Le problème des défilés en reconstitution historique

Réflexions sur les défilés en reconstitution historique - anar(t)chie, journal de bord

Bonjour à toutes et tous. Avant de revenir vous montrer de nouvelles créations, j’avais envie de vous parler reconstitution historique aujourd’hui.

Fin août dernier, j’ai participé, comme depuis trois ans, aux commémorations de la Libération de la Provence avec l’association Coudre l’Histoire. J’en ai déjà parlé plusieurs fois sur ce blog car ça a été pour moi l’occasion de coudre deux robes années 1940 (ici et ).

Il y a déjà quelques temps que la question des rapports entre les associations de reconstitution historique et les personnalités ou groupes politiques me travaille, et j’ai pu mettre le doigt sur l’un des problèmes que je n’arrivais pas encore bien à identifier à l’occasion de la Libération d’Avignon.

La reconstitution historique en public devrait toujours s’accompagner de médiation

Si pour le défilé de Salon de Provence, Romain et moi pédalions sur un tandem d’époque (que l’on nous avait prêté) et que nous sommes beaucoup entrés en interaction avec le public qui nous a fortement encouragés, nous nous trouvions à l’inverse sur un véhicule militaire américain à Avignon, avec pour seule tâche de sourire et de faire coucou à la foule en agitant des drapeaux français.

Un homme et une femme en costume années 1940 démarrent sur un tandem ancien
Romain et moi, saisis dans l’effort au démarrage du tandem. Photo par Thierry Escalier (tous droits réservés)

Si vous me lisez depuis quelques temps déjà, vous avez compris que le nom de ce journal de bord, anar(t)chie, n’est pas choisi au hasard. En effet, mon idéologie politique est proche de la théorie anarchiste ce qui suppose entre autres à la fois une opposition au nationalisme et un rejet du militarisme. Il y a donc une profonde dissonance pour moi à devoir agiter un drapeau français depuis un camion militaire, même si je suis supposée reconstituer une française de 1944 pour qui cela pouvait avoir du sens dans son contexte.

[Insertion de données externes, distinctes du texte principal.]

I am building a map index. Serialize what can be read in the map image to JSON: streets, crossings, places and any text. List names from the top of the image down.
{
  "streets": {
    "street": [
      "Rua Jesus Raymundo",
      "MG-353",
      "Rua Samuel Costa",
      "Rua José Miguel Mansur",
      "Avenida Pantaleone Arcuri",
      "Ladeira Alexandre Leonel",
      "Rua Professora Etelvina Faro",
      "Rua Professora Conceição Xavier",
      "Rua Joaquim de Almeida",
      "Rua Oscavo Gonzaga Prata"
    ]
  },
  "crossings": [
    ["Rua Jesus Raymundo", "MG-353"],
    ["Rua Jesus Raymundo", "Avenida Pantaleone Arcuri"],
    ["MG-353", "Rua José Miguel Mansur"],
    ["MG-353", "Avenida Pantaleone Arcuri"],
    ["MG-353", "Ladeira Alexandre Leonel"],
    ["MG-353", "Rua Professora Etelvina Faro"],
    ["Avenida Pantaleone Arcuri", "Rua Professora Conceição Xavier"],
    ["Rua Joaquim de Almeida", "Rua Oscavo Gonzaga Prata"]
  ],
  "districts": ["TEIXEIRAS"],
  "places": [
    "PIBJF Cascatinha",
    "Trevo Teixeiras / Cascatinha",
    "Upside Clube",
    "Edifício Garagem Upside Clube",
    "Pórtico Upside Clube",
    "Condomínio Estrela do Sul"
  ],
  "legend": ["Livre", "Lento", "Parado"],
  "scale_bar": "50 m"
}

Cet été, j’ai compris ce qui me mettait mal à l’aise grâce à plusieurs interactions que notre groupe a eu pendant le défilé avec des personnes présentes le long du parcours. Je me suis aperçue qu’une part non négligeable de badauds n’avaient aucune idée que l’événement auquel ils assistaient était lié à la commémoration d’un événement historique et que ces gens-là ne savaient pas ce qu’ils étaient en train de regarder. Dès lors, quelle image renvoie un défilé de voitures militaires américaines pour des gens, à 100 % en 2024, qui n’ont aucune idée de ce qu’il se passe ?

Ces défilés de véhicules anciens (il n’y a pas que du militaire américain, mais aussi des tractions civiles et autres véhicules d’époque) ont un côté festif. Quand on fait régulièrement des sorties costumées, on constate que porter un costume fait généralement sourire les gens. Je ne l’ai expérimenté qu’en costume historique, mais je pense qu’il en est de même pour d’autres types de costumes (par exemple en cosplay). Le public est le plus souvent content de ce pas de côté dans son quotidien. Les gens en costume attisent la curiosité et génèrent le plus souvent de la bonne humeur.

Un homme et deux femmes en costumes années 1940 agitent des drapeaux français à bord d'un véhicule militaire américain
Avignon, 2024. Photo par Thierry Escalier (tous droits réservés)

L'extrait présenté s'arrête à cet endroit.